Ministers plan to change the law, introducing a legal definition of ashes and requiring authorities to keep details of both burials and cremations indefinitely.

The Evening News first revealed in December 2012 how staff at the council-run Mortonhall had been wrongly telling parents since the crematorium opened in 1967 that no ashes were left after babies were cremated. In fact, staff had secretly buried the ashes of babies for decades without their parents’ knowledge.

Further cases were reported in Glasgow, Aberdeen and Fife.

The Burial and Cremation (Scotland) Bill was recommended by Lord Bonomy’s Infant Cremation Commission.

Public Health Minister Maureen Watt hailed the legislation as “an important step forward in bringing the governance of burials and cremations in this country into the 21st century”.

She said: “Our wide-ranging proposals aim to standardise burial and cremation practices across Scotland and provide for better scrutiny and governance of those who are tasked with this important and sensitive role.

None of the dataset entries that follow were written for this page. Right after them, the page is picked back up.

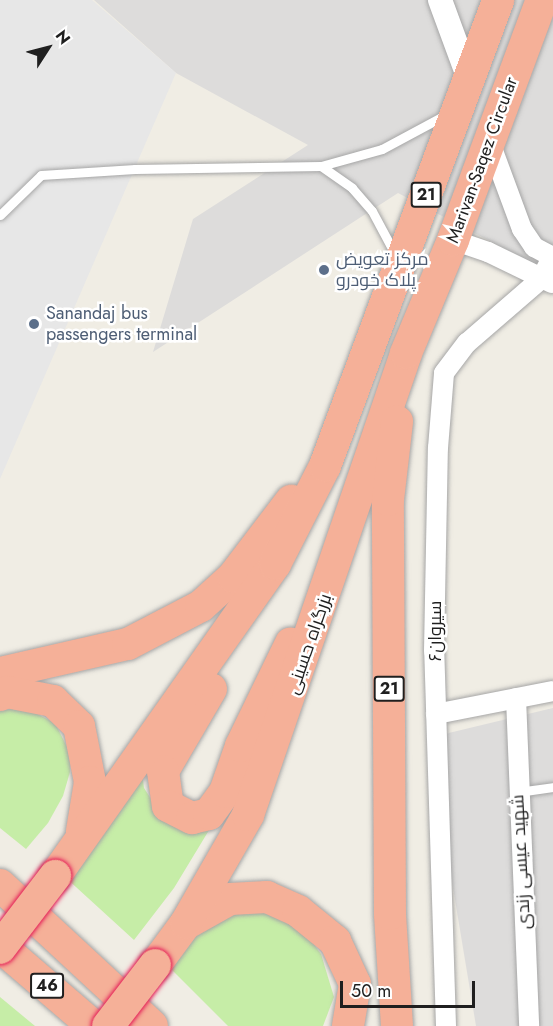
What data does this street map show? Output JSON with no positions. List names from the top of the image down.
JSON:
{
  "streets": {
    "highway": [
      "Marivan-Saqez Circular",
      "21",
      "بزرگراه حسینی",
      "46"
    ],
    "street": ["سیروان۶", "شهید عیسی زندی"]
  },
  "crossings": [
    ["Marivan-Saqez Circular", "21"],
    ["Marivan-Saqez Circular", "بزرگراه حسینی"],
    ["21", "بزرگراه حسینی"],
    ["21", "46"]
  ],
  "places": ["مرکز تعویض پلاک خودرو", "Sanandaj bus passengers terminal"],
  "scale_bar": "50 m",
  "north": "top right"
}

“While this Bill is an extremely positive step forward, we cannot forget that parts of this legislation have arisen from some very tragic circumstances.

“I have written to those parents affected by the historic practices of certain crematoria and who have been involved in the work of the National Committee on Cremation, to give them more detail about the contents of the Bill.

“I would like to take this opportunity to thank them for their contribution towards the process of preparing this legislation.”

Dorothy Maitland, who was operations manager of stillborn and neo-natal death charity SANDS Lothian when the scandal emerged, welcomed the move.

She said: “I’m absolutely delighted by today’s 
announcement. “It was a lot of hard work, a lot of tears.

“At times it was difficult to know if I was doing the right thing in speaking out about it.

“At the beginning I was very aware of how upsetting this was going to be for parents who had lost a baby. Then it all got a lot bigger and spread across the country.”

She added: “We will never actually know where our babies are.

“But I am very confident this will never happen again in Scotland.”